In February 2009, Laura Doherty was 29 and had the world at her feet.

She was working as a doctor in a Dublin hospital having returned from a year abroad doing a work placement in Brisbane, Australia.

Laura had just taken the decision to move into GP medicine and had been offered an interview in Sligo.

She was tired due to the long hours at work. 

She had gotten little rest but decided to drive from Dublin to the interview and back in one day so she could ensure she would be able to attend an event in the capital that same evening.

But Laura doesn't remember any of these things because of the brain injury she received when she was involved in a road collision on the way to that interview.

She has no memory of the job she was doing in the months preceding the accident or what happened that day and her short term memory is now severely affected by the injury she acquired that night.

Studies show extent of driver fatigue at wheel

Laura believes she fell asleep at the wheel due to tiredness and she is telling her story as part of the Road Safety Authority's annual lecture which this year is focusing on the issue of drive fatigue.

After the accident, in which the Toyota Yaris she was driving was involved in a collision with another vehicle, Laura had to be cut out of the car by emergency services.

She spent time in a coma, in intensive care, in a high dependency unit and in the National Rehabilitation Hospital before she could return home to Longford.

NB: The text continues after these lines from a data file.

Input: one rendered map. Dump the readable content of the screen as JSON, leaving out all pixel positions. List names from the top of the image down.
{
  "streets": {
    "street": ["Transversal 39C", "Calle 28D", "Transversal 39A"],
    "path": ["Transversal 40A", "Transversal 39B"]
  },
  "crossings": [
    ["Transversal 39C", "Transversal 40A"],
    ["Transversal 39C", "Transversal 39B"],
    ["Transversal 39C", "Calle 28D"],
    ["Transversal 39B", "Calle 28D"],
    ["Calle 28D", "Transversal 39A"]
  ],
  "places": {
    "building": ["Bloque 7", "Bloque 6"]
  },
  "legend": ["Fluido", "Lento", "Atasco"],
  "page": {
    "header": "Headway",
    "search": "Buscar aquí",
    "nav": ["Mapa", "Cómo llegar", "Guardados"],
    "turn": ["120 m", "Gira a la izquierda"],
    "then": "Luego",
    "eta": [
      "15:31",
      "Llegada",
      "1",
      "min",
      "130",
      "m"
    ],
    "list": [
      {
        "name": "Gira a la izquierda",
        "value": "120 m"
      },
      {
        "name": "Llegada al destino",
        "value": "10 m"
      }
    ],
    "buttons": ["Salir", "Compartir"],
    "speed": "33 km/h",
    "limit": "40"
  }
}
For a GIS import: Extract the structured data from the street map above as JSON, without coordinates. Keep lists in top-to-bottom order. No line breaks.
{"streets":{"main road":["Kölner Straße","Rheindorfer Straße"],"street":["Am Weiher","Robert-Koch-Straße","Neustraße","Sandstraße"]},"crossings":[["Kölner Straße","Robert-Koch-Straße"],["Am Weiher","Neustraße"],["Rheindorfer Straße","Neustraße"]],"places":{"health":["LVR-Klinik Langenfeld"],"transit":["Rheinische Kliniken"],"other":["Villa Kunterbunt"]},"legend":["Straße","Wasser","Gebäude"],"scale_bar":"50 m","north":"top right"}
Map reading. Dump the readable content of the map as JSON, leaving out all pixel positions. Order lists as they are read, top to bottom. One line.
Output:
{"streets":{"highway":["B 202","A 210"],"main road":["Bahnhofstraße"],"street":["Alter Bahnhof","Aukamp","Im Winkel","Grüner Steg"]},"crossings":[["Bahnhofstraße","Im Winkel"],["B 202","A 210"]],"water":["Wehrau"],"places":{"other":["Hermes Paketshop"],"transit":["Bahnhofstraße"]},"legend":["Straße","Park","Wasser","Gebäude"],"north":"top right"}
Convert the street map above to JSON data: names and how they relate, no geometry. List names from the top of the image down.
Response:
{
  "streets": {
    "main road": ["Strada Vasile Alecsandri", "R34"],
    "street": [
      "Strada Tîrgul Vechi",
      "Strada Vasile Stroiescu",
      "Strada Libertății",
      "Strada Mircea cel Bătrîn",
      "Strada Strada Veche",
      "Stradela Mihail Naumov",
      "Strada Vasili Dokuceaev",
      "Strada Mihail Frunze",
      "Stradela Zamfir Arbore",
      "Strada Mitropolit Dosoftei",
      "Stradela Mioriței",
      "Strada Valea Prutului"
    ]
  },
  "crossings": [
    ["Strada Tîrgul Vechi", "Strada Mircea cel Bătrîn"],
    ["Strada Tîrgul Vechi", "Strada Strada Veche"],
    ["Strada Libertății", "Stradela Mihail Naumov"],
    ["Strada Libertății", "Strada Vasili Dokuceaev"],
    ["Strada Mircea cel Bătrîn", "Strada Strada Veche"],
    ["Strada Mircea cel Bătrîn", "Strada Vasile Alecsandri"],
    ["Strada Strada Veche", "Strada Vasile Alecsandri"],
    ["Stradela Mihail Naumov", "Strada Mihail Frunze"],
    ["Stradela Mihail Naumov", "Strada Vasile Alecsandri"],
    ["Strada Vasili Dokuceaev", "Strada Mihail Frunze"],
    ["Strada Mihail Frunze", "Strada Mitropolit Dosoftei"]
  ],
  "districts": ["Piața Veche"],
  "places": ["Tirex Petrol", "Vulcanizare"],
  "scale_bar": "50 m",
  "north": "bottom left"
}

She has gone from being in a wheelchair to learning to walk with help of a stick.  While she can now walk somewhat independently her mobility is severely impaired due to her injuries.

Laura's short term memory is one of her biggest problem.

"I have severe memory problems since my accident. 

"Like right now I can't even remember your name, I forget what happened in the morning. I forget what's planned for later in the day, tomorrow, just problems with memory and planning and organisation and just various different things like that that are so essential for day to day living." 

Her cognitive and physical problems mean Laura can no longer work as a doctor, a job she says she loved and misses.

Before her accident she was an accomplished Gaelic footballer and had completed a marathon and seven half marathons but she is no longer able to take part in the sports she loves.

After the accident she also developed epilepsy which means she cannot drive, which she says has severely curtailed her social life.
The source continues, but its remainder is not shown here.